For example, core Dell currently gets 33 cents on the revenue dollar, HPE gets double that, and IBM is below two times. Cisco’s revenue multiple rivals VMware’s, which is a pure software company — in large part because VMware’s stock took a hit recently, but still the point is obvious: Cisco has a great business.
For context we’ve added a hypothetical AWS, which blows away any company on this chart. We’ve inferred a market cap of nearly $600 billion, which frankly is conservative at a 10-times revenue multiple given its margins and growth rate. AWS doesn’t report gross margins, but its operating margins are comparable to Cisco’s, so we’ve made what we think is a reasonable assumption for gross margin. If AWS were a separate company it might have a market cap that approaches $800 billion.
In this clip, Zeus Kerravala makes the following points about this data, summarized below:
- Comparing Cisco to HPE and Dell is understandable but the comparison is less valid today;
- Cisco has maintained its margins by innovating and done a good job of not getting commoditized;
- Cisco’s subscription model will only help underscore its innovation. If Cisco can continue to roll out the latest and greatest as part of its subscription offerings, customers will be more apt to adopt and that will put less pressure on margins.
Cisco’s margins stem from a dominant position in networking
One of the reasons Cisco has such a strong margin profile is it has been able to grow both organically and through a strong history of mergers and acquisitions. And it has a long track record of execution in networks that has earned it top spot in the market, as shown in the ETR graphic below.
The chart shows Cisco’s dominant position in networking within the Fortune 500. It plots the companies in the ETR taxonomy on two dimensions – Net Score on the vertical axis, which is a measure of spending velocity, and Market Share on the X axis, which measures presence in the survey. The point is that Cisco is far and away the most pervasive player in the market. It has generally held a dominant position, although its core business has been under pressure over the last few years. But it maintains a respectable Net Score and consistently performs well for such a large company.
This clip highlights Zeus Kerravala’s comments on the competition, summarized below:
- Part of Cisco’s dominance simply stems from making good products.
- Historically the competition has been relatively benign, with companies such as 3Com and Nortel, which aren’t independent firms anymore.

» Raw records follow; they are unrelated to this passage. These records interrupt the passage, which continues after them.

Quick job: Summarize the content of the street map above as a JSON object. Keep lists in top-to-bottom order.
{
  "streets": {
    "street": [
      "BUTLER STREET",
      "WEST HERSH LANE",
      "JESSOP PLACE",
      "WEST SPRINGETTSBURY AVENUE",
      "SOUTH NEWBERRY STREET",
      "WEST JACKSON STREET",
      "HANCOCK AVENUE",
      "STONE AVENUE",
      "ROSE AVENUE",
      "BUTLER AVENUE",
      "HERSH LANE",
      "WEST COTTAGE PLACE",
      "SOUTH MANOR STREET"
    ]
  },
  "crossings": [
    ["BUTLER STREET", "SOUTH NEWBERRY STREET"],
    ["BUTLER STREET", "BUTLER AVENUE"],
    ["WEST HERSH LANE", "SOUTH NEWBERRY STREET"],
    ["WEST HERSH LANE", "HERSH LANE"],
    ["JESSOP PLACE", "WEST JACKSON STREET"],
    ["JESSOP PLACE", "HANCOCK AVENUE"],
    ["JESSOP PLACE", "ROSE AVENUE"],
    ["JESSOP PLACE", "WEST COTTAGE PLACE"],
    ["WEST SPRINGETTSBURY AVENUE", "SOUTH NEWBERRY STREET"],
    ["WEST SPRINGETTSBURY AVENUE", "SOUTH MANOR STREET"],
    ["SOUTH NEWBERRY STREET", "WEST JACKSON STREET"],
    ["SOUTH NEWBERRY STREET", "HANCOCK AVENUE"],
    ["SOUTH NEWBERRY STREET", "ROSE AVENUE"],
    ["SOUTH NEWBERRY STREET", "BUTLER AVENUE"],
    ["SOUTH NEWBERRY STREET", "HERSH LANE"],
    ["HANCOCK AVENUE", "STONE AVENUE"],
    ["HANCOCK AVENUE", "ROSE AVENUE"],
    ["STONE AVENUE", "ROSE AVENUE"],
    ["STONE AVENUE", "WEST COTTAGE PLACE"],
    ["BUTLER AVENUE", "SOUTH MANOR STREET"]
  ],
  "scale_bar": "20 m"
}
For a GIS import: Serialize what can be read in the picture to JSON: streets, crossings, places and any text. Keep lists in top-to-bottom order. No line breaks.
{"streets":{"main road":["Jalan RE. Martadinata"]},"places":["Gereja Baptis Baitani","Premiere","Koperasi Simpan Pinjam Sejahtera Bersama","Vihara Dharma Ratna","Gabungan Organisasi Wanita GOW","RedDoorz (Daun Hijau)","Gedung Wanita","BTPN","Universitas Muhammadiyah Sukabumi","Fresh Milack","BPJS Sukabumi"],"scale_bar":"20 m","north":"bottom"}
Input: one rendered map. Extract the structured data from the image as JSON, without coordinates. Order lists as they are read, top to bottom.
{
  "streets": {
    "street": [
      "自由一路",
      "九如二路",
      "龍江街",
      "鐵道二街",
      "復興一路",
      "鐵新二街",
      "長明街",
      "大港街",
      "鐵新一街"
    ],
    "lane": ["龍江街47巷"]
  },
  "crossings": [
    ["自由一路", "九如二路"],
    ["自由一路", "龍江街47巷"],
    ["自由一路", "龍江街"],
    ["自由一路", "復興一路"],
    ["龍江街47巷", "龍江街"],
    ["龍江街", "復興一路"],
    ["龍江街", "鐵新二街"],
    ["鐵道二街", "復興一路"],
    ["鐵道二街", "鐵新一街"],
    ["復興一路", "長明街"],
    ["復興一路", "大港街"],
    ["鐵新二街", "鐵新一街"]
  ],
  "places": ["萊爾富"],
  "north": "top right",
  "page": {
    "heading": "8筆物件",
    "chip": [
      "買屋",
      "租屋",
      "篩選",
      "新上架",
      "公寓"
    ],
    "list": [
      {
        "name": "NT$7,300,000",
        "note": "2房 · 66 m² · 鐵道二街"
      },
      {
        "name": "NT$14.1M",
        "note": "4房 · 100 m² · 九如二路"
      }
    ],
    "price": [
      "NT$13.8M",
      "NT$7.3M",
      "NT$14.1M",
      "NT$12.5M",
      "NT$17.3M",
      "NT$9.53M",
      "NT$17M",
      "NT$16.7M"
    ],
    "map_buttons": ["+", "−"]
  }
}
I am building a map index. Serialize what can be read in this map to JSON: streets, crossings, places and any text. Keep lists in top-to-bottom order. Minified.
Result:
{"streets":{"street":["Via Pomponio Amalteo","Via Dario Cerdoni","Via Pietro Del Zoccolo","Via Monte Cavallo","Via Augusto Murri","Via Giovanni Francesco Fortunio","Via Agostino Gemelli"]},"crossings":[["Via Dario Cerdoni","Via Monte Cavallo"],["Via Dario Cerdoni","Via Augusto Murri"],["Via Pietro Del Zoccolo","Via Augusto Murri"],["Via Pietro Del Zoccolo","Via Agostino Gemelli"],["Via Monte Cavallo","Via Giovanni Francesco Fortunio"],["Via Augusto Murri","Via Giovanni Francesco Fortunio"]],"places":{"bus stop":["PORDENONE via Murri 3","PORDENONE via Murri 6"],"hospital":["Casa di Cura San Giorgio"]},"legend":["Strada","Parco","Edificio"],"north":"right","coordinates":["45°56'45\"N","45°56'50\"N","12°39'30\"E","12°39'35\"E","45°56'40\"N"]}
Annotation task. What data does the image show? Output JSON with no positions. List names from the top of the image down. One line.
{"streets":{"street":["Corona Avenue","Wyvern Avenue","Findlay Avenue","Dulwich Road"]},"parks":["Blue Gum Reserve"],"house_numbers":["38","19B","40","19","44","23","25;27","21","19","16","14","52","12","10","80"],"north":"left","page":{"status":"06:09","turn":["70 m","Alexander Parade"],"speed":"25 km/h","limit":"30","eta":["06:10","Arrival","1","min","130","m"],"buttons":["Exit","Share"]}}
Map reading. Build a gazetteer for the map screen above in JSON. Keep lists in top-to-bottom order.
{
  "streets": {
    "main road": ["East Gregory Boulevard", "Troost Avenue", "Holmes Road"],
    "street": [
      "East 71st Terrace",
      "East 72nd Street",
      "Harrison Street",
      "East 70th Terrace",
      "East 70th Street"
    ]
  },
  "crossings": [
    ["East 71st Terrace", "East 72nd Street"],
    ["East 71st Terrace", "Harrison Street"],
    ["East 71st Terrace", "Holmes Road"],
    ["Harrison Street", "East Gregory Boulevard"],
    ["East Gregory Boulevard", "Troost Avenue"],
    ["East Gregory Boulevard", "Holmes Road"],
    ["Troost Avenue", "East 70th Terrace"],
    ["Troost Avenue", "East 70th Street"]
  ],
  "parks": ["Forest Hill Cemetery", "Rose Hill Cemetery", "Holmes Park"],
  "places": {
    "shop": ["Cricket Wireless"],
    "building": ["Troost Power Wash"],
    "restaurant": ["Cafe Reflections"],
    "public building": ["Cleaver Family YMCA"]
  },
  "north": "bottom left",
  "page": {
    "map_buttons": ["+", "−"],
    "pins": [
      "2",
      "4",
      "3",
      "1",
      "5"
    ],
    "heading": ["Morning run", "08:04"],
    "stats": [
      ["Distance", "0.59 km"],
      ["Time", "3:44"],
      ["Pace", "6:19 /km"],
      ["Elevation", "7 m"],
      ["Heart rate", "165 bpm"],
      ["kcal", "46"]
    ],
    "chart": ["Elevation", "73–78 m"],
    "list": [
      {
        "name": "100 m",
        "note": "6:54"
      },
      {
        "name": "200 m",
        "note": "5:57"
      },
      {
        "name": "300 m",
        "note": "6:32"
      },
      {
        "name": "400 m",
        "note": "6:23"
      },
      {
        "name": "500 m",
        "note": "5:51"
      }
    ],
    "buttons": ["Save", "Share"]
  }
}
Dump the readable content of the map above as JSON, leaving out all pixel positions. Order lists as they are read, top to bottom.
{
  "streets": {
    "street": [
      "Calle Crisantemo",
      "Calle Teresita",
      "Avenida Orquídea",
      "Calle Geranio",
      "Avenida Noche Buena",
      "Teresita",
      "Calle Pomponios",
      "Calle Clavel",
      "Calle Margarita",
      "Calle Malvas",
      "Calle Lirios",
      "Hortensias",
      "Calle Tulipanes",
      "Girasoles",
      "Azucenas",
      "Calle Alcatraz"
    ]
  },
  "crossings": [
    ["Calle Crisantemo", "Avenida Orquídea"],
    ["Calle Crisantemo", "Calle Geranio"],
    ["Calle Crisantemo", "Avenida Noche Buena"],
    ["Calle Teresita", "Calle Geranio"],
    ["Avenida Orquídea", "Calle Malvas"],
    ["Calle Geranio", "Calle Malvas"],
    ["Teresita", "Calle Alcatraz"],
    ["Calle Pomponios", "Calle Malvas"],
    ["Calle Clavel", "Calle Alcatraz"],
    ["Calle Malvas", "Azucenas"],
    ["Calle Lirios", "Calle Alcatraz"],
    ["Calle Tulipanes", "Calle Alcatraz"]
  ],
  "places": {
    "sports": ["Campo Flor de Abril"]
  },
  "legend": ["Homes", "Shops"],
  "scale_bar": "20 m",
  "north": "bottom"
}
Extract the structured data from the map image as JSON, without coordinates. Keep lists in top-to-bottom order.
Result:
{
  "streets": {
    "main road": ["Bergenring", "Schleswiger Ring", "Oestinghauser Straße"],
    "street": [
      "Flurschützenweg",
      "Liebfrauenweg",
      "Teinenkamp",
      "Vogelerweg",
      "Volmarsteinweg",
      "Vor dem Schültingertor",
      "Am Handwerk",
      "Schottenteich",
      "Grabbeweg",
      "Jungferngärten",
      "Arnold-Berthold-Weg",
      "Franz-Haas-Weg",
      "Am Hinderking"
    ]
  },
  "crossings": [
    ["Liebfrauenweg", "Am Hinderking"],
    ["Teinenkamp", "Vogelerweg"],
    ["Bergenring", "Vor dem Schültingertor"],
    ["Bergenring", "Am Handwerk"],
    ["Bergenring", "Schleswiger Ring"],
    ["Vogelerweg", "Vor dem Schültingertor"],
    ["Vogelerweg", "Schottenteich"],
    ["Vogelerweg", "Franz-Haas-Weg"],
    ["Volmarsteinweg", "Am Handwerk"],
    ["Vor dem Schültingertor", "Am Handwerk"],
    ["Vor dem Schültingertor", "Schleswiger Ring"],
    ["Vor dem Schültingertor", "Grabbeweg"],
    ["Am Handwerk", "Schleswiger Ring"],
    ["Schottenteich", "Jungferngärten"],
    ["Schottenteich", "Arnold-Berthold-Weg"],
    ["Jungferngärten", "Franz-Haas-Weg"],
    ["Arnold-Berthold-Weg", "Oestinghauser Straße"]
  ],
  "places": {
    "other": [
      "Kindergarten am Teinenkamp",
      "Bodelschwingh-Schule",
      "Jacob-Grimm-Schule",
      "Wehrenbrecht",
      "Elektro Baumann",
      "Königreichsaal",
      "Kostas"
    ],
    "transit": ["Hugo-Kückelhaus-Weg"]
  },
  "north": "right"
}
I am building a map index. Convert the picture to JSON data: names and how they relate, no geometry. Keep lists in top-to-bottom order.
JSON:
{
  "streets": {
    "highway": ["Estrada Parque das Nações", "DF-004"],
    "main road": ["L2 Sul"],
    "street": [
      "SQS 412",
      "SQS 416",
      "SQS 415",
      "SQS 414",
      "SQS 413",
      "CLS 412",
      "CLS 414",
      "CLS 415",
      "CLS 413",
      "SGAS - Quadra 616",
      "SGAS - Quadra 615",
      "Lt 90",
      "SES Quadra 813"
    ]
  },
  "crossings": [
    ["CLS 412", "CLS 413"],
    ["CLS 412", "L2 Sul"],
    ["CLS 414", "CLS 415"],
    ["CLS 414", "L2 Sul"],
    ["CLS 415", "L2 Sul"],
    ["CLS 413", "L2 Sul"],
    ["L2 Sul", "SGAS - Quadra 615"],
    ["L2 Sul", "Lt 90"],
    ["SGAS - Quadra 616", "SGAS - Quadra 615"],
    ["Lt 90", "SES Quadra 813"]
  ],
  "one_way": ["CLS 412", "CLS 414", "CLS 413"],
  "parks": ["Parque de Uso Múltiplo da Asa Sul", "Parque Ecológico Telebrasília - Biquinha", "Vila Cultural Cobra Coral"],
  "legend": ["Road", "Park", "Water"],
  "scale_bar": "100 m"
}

- Moving forward, companies such as VMware and AWS could be disruptive to Cisco.
- Arista Networks Inc. is a much stronger company now and succeeding. Juniper Networks Inc. bought Mist Systems Inc. and is in better position. Even Extreme Networks Inc., which most people thought was dead a few years ago, has made a number of acquisitions and is now a billion-dollar company.
So while Cisco has done a great job of execution, they’ve also done a great job on the innovation side. Their competitive landscape, looking out over the next five years, is going to be more difficult than it has been over the previous five years. Largely, I think that’s good for Cisco. I think whenever Cisco’s pressed a little bit from competition, they tend to step on the innovation gas a little bit more. Even just the transition when VMware bought Nicira, that got Cisco’s SDN business into gear, like nothing else could have, right? So competition for that company, they always seem to respond well to it.
Breaking down Cisco’s Net Score
Let’s briefly explain the derivation of Cisco’s Net Score in the survey. Cisco has been able to hold a respectable spending momentum profile despite its large size.
The chart above shows the granular components of Net Score. The lime green is new adoptions to Cisco, the forest green is spending more than 6%, the gray is flat spend, the pink is spending drops by more than 5% and red is leaving the platform. Cisco’s overall Net Score is 25%, which for a company of its size speaks to its relationships with customers. It has a fat middle in the gray area and, not surprisingly, a low percentage of new adoptions, but impressively, low defections.
Cisco is essentially “holding serve” in the survey, which is respectable for a company of its size.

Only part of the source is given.